- [PROBLEM REQUIREMENTS]: Scan the entries below. Return every line that includes "scale".

[Start of section]

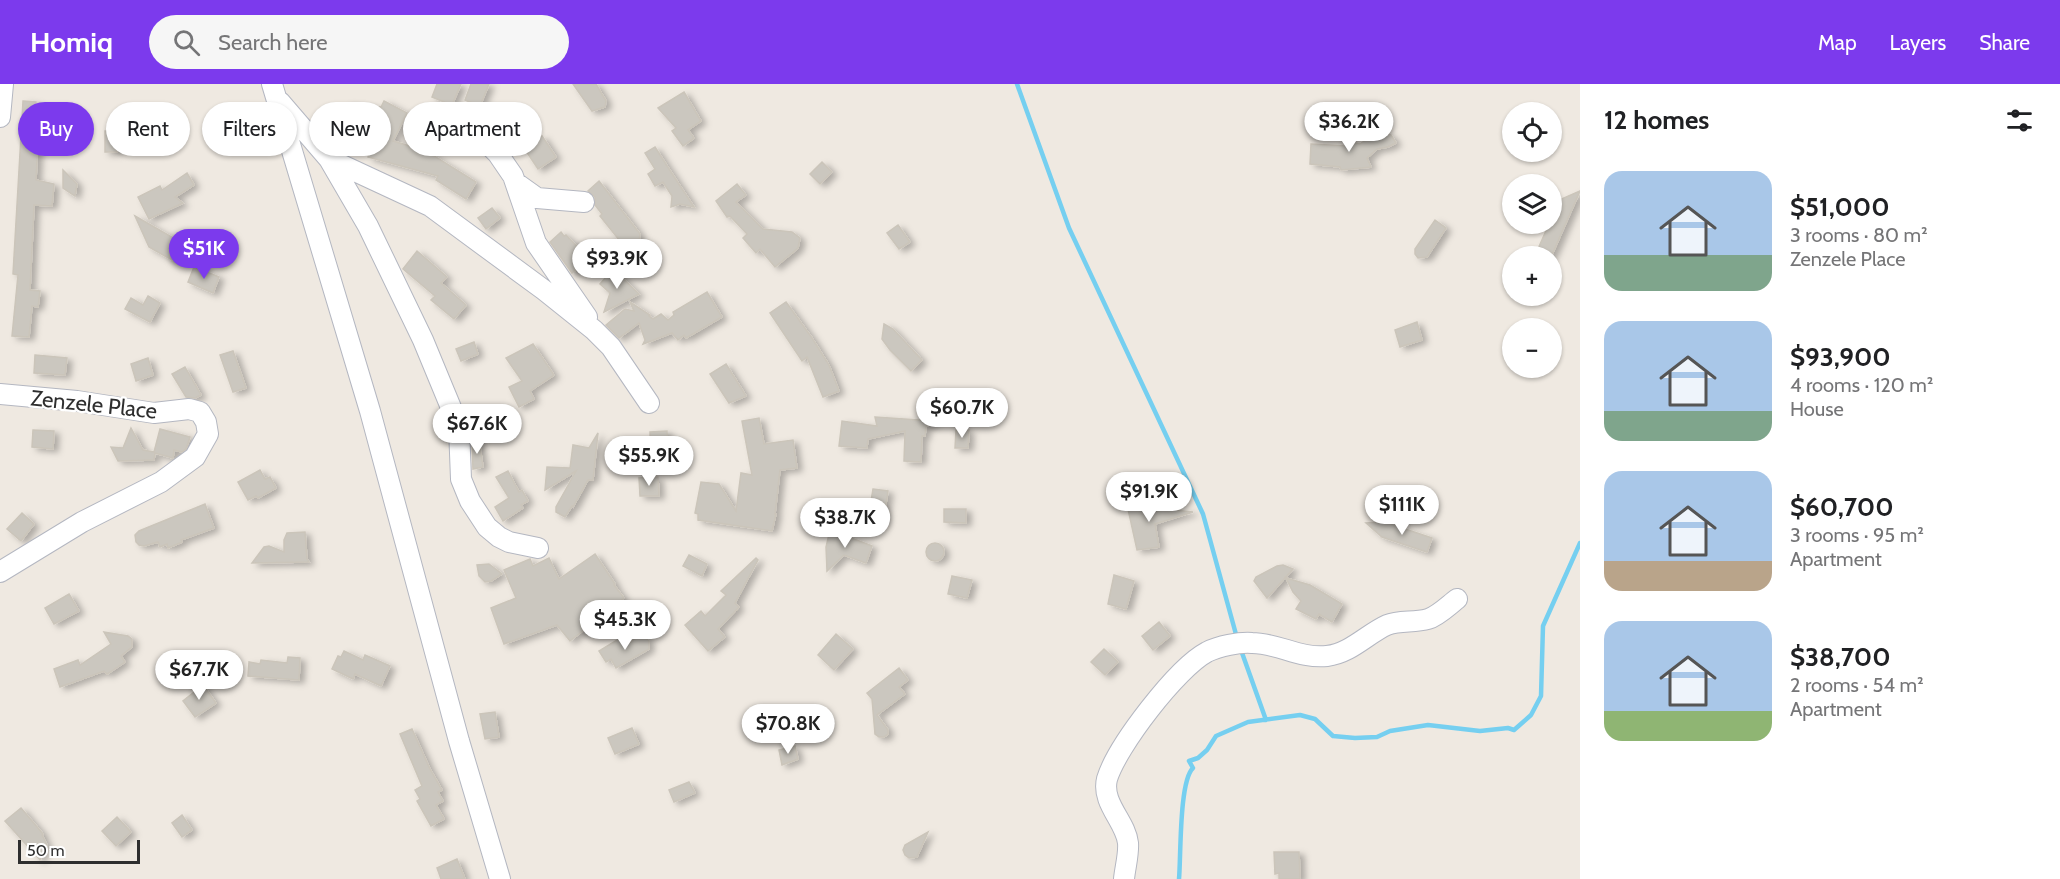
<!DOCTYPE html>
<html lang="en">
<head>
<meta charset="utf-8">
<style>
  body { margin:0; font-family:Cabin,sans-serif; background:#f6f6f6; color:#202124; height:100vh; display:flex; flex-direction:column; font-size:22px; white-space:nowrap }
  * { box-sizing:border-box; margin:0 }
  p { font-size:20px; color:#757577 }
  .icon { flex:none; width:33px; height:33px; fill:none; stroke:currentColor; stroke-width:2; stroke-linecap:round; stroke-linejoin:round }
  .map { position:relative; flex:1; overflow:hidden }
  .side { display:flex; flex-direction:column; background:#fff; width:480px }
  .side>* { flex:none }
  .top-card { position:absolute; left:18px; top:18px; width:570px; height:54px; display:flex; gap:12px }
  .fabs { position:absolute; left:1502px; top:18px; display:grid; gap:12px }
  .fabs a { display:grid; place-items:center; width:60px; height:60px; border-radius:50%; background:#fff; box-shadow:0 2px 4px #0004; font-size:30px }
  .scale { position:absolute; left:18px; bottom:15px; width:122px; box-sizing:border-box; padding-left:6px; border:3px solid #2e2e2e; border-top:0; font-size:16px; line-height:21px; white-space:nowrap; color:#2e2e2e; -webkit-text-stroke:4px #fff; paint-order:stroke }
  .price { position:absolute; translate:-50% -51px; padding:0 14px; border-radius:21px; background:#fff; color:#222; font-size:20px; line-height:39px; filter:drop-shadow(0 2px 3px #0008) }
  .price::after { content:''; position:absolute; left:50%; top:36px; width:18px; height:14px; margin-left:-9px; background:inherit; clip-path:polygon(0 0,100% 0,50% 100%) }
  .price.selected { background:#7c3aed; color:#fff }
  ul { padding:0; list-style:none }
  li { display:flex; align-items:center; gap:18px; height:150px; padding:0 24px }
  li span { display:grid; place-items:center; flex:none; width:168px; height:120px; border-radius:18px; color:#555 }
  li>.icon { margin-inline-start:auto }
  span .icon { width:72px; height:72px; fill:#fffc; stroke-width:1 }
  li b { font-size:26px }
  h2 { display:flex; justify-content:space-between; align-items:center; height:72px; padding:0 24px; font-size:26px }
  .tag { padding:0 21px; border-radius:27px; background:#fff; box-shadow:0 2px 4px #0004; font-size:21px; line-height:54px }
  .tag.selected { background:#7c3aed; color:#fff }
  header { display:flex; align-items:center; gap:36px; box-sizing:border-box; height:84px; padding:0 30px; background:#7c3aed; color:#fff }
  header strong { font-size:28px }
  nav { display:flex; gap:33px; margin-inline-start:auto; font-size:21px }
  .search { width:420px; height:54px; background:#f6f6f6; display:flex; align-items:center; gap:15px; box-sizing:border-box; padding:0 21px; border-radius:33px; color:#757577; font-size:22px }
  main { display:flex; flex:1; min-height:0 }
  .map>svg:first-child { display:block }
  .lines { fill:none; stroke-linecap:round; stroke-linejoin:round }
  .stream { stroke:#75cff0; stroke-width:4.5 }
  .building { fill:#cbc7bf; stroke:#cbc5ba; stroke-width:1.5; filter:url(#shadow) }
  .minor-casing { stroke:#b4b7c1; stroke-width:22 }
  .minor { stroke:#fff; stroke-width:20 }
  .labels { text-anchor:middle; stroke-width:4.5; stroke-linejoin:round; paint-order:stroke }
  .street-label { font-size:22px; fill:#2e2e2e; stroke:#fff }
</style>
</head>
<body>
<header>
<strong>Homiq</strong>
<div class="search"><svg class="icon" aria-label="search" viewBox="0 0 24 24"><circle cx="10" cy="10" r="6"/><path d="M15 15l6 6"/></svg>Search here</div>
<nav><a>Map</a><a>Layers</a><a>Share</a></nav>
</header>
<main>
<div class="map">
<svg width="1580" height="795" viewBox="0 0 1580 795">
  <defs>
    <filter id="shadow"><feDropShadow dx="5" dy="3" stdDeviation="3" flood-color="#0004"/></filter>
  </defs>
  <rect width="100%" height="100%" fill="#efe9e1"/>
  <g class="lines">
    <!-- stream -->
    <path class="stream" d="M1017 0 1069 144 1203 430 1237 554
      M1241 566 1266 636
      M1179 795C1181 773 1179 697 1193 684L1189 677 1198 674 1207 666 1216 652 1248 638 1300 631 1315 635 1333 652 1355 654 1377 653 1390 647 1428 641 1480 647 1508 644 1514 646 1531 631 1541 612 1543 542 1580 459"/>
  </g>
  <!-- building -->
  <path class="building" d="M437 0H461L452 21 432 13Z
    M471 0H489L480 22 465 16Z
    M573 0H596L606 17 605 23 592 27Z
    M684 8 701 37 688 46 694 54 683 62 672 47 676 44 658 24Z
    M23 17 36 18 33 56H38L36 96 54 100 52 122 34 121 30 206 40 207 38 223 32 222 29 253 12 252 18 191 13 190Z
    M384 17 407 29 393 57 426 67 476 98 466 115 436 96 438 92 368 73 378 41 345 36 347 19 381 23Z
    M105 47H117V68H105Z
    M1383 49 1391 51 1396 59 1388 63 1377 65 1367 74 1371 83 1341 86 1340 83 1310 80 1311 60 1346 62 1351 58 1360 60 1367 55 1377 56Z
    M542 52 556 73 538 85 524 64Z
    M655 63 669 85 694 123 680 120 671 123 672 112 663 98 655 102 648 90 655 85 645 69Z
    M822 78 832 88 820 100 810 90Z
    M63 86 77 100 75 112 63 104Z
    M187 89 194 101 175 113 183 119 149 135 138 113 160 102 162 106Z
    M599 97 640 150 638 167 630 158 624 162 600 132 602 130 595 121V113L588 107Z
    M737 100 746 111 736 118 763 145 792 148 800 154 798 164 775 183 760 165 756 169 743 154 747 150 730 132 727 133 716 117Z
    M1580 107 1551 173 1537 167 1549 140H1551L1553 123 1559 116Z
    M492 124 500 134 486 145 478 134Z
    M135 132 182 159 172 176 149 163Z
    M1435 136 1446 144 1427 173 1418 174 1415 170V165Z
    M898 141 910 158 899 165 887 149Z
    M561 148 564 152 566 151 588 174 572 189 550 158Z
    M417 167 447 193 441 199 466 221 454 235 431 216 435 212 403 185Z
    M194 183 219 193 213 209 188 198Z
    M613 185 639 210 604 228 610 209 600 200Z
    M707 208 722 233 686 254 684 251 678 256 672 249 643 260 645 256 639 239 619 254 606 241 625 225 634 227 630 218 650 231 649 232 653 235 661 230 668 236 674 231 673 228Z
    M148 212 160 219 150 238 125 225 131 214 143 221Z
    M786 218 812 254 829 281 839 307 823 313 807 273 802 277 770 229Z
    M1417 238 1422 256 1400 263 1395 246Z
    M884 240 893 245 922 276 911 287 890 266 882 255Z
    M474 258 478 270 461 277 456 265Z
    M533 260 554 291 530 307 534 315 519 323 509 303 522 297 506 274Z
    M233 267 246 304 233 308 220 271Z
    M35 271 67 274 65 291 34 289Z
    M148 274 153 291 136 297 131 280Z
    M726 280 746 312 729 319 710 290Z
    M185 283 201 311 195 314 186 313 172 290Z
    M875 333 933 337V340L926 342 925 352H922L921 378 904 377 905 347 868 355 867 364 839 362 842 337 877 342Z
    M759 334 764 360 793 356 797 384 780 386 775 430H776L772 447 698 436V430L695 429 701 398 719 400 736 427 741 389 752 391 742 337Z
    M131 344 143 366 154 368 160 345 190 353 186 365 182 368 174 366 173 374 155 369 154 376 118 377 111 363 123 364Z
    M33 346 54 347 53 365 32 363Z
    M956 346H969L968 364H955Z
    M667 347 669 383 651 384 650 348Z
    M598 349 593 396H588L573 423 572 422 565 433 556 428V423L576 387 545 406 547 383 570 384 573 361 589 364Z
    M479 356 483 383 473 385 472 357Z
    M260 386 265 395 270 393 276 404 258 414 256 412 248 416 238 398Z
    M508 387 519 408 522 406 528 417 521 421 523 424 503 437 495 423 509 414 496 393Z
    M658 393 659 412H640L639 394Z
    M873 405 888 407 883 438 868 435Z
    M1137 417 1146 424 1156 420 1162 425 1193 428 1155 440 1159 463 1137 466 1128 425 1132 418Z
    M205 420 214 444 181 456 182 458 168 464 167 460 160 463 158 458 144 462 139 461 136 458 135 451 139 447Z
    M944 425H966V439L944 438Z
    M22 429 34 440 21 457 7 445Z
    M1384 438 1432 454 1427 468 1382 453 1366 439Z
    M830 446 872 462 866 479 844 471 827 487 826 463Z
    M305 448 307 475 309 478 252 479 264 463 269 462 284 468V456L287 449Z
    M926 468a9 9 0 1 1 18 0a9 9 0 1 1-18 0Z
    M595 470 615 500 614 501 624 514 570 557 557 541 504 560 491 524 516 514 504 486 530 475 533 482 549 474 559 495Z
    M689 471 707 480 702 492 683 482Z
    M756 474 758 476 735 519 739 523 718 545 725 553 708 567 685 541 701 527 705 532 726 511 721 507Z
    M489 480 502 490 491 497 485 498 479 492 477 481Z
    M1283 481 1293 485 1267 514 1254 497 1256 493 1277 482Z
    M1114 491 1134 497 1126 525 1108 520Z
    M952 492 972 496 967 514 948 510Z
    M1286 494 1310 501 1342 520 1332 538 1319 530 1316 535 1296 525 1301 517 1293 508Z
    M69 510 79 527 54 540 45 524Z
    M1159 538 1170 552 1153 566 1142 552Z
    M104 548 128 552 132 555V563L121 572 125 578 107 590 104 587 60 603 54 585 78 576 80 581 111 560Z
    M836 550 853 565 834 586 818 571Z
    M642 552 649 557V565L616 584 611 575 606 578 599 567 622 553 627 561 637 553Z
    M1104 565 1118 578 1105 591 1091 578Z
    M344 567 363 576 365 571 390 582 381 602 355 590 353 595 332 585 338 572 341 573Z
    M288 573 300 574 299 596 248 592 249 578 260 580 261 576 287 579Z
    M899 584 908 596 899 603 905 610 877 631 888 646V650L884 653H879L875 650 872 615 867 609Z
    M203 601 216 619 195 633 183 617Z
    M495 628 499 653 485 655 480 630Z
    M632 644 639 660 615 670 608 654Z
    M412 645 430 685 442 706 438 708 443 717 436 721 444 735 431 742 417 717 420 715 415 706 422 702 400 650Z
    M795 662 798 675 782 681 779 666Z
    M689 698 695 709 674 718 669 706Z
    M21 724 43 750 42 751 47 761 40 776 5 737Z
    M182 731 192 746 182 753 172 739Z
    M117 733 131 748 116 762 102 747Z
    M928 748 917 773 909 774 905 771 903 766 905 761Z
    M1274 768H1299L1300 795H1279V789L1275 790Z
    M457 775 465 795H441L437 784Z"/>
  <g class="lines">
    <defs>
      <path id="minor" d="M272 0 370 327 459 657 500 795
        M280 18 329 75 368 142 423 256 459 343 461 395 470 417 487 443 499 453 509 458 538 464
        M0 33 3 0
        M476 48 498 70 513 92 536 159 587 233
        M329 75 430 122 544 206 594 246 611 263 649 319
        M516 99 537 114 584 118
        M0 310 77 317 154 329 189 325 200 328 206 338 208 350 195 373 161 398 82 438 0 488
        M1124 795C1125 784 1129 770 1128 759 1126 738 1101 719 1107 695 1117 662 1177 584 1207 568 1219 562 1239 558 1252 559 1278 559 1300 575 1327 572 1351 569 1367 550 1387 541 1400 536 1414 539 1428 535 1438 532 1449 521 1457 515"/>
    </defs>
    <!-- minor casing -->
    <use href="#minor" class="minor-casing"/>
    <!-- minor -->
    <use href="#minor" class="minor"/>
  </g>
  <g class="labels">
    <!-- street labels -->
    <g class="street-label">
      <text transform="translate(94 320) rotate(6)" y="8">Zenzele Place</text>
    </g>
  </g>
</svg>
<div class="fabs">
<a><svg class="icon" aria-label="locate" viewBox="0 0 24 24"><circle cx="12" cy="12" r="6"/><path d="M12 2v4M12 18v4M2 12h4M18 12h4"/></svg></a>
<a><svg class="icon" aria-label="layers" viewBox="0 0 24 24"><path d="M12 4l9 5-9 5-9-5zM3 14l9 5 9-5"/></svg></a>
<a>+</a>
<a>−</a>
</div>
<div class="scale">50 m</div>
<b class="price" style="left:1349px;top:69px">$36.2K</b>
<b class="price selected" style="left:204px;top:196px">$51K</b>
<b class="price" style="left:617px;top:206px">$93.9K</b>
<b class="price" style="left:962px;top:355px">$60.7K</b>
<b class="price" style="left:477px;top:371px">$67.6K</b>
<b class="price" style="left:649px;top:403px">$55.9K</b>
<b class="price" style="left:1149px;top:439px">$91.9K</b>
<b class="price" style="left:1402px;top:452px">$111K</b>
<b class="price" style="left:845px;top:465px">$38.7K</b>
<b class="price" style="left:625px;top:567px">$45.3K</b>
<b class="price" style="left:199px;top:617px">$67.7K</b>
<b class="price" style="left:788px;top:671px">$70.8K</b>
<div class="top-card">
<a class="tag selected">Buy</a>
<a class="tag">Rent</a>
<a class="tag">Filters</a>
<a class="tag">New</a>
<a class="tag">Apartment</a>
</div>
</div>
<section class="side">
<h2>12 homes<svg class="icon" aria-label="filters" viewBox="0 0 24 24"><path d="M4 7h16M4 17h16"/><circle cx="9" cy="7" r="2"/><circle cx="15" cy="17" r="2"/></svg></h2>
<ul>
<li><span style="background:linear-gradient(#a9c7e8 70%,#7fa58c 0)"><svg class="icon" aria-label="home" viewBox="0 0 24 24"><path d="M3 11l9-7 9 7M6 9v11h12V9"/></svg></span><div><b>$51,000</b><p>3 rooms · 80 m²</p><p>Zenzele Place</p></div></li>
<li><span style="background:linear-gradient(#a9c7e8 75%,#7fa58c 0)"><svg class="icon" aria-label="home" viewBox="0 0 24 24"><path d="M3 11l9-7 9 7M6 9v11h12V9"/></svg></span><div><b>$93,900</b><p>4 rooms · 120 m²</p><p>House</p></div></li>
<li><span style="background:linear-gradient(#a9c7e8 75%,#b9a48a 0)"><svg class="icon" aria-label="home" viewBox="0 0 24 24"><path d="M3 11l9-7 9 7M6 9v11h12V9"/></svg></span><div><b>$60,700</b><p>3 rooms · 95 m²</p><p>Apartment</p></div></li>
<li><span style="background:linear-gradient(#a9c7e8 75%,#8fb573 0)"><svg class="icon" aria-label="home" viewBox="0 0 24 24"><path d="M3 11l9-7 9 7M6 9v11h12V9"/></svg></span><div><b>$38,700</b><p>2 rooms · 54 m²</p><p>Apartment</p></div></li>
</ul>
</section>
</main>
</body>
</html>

[End of section]

- [SOLUTION FOR THIS TASK]:
  .scale { position:absolute; left:18px; bottom:15px; width:122px; box-sizing:border-box; padding-left:6px; border:3px solid #2e2e2e; border-top:0; font-size:16px; line-height:21px; white-space:nowrap; color:#2e2e2e; -webkit-text-stroke:4px #fff; paint-order:stroke }
<div class="scale">50 m</div>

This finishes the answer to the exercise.